The renter protections extended as a condition of forbearance must be given to tenants in writing and include an agreement not to evict solely for nonpayment. Late fees or penalties can’t be charged for nonpayment. In addition, flexibility must be allowed in repayment such that it’s not necessarily structured as a lump sum.

Forbearance rates for multifamily loans have been extremely low and the uptake of forbearance has been slowing.

“Very few loans have started a new forbearance agreement, and no new forbearances were started in August, a first for the program,” Freddie Mac noted in a separate press release on Friday.
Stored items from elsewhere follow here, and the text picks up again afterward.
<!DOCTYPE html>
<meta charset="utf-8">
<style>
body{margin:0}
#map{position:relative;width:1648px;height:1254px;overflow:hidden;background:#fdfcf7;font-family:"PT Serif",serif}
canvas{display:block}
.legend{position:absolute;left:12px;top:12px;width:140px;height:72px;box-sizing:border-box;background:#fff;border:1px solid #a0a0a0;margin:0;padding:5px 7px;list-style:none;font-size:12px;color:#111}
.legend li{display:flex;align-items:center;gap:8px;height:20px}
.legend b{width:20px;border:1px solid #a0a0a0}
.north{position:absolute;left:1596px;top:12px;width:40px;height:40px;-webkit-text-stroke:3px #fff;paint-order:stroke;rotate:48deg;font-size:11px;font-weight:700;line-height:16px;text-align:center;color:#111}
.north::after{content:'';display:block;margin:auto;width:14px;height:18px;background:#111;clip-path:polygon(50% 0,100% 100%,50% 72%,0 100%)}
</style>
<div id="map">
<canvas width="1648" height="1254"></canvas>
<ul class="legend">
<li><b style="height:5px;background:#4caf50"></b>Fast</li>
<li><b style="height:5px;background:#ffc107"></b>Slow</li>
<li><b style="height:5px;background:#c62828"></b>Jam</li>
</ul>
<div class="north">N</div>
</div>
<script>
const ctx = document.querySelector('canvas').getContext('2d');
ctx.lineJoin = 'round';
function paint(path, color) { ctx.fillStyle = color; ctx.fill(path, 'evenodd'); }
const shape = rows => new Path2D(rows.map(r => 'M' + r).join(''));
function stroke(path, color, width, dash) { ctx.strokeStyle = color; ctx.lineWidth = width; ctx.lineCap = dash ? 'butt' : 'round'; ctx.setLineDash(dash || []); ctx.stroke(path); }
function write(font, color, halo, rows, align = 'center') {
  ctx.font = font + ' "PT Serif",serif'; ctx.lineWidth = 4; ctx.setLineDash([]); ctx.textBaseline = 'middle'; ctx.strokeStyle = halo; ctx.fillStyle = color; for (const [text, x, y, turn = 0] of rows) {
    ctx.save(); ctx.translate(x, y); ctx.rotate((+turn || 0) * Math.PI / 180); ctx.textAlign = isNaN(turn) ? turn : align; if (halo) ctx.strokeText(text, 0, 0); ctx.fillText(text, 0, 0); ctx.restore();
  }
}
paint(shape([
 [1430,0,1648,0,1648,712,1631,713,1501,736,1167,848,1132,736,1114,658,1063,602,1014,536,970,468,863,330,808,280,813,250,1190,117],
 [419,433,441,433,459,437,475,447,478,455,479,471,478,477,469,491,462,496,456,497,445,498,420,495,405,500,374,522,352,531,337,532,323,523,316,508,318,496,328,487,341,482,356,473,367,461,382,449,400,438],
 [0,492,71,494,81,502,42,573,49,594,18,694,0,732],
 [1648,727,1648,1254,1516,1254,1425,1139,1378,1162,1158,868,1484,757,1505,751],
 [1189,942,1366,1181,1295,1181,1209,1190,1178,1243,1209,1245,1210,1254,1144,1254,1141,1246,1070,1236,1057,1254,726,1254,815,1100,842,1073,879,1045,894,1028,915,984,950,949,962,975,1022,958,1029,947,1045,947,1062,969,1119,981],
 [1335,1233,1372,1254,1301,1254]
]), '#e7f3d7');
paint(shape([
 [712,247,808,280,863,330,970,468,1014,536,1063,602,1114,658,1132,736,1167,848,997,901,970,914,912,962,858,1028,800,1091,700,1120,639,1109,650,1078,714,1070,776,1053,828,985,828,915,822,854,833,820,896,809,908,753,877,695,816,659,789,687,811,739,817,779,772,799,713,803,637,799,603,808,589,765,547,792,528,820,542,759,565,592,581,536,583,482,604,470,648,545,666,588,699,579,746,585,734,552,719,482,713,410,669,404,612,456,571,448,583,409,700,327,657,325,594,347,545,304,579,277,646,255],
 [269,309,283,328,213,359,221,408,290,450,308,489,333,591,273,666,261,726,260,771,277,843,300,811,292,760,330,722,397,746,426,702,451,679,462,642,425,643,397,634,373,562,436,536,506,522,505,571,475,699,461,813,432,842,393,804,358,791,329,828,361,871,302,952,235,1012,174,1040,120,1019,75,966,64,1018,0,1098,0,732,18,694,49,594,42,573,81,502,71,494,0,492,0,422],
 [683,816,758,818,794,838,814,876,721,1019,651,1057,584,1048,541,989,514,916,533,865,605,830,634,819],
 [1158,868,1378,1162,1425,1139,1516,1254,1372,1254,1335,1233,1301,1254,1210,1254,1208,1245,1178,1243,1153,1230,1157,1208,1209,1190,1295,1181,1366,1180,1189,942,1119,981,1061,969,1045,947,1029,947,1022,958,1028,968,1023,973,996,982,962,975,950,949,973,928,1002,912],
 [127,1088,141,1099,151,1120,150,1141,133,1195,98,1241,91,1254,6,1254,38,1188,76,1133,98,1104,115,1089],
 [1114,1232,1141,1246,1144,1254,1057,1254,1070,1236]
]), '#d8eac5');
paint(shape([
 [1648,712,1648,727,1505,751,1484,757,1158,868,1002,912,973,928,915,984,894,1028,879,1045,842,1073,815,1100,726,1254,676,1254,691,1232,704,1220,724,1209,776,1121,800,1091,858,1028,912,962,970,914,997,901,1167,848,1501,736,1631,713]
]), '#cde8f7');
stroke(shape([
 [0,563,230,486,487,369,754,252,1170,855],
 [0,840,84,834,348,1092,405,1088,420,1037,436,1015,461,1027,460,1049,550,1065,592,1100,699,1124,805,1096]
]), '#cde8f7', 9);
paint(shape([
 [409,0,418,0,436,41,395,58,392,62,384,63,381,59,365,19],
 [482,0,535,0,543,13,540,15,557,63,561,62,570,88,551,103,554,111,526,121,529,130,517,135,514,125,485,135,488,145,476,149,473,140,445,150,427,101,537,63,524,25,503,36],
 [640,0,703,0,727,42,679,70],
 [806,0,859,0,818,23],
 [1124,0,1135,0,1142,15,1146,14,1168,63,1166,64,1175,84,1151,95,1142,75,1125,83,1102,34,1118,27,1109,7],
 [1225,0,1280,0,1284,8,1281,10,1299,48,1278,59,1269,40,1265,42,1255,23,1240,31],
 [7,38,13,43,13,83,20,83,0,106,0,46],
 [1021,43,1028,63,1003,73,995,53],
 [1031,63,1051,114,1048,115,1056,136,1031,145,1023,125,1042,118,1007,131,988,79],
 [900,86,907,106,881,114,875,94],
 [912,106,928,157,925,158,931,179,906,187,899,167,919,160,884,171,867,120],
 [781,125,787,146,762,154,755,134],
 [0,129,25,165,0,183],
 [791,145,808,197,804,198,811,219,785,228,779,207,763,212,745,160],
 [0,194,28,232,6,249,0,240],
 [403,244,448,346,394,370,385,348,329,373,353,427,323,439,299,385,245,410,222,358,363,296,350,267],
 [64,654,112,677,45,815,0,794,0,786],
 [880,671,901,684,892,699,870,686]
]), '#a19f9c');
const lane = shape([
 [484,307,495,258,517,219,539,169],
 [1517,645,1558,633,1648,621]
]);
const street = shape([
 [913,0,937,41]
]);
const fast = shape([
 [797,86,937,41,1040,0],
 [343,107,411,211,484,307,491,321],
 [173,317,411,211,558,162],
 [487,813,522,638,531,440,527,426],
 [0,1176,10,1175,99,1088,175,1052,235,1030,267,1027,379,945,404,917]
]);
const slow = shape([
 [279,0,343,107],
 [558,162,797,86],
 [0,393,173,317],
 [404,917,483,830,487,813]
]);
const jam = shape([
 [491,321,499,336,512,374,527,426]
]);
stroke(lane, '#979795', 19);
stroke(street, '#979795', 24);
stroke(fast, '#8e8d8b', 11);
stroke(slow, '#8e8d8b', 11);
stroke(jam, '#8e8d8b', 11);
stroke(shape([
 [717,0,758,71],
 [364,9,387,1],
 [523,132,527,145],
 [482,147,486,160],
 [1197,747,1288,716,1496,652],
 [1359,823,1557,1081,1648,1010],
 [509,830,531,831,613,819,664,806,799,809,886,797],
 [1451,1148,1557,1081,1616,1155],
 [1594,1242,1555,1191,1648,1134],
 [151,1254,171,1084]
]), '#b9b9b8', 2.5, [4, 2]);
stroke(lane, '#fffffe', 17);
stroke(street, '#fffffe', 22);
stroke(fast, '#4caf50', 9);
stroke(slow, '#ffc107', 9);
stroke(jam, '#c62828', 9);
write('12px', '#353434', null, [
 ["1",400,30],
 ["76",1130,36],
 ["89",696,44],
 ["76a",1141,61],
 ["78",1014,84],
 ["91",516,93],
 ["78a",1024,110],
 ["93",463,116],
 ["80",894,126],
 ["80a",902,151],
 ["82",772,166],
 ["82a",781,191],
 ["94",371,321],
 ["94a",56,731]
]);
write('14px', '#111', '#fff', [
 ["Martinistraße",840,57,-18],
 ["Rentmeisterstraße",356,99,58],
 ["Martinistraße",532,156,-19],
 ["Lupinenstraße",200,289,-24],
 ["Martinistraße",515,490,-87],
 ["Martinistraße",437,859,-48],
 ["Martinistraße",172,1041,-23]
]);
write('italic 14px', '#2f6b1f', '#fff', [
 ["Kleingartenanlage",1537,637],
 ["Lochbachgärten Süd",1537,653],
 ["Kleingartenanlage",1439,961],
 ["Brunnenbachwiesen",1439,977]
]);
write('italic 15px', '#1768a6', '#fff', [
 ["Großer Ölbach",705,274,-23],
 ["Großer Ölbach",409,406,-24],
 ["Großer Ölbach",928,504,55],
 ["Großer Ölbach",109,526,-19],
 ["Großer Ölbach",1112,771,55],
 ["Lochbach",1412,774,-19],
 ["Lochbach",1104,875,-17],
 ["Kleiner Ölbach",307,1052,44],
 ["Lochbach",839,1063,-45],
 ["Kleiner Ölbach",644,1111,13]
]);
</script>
Master servicers report Freddie Mac’s securitizations had 304 forborne loans totaling $2.3 billion as of Aug. 25. That amount is equal to 0.6% of the outstanding unpaid principal balance of the bonds and 1.1% of the total mortgages in the GSEs’ mortgage-backed securities by loan count.

As of June 30, the percentage of multifamily UPB with forbearance at Fannie Mae was 1.2%, according to the GSE’s second-quarter 10-Q filing with the Securities and Exchange Commission.

Fannie’s number reflects total loans in forbearance since the pandemic started, excluding those that liquidated before the end of the period but including those in foreclosure. Freddie Mac’s number reflects active loans in forbearance.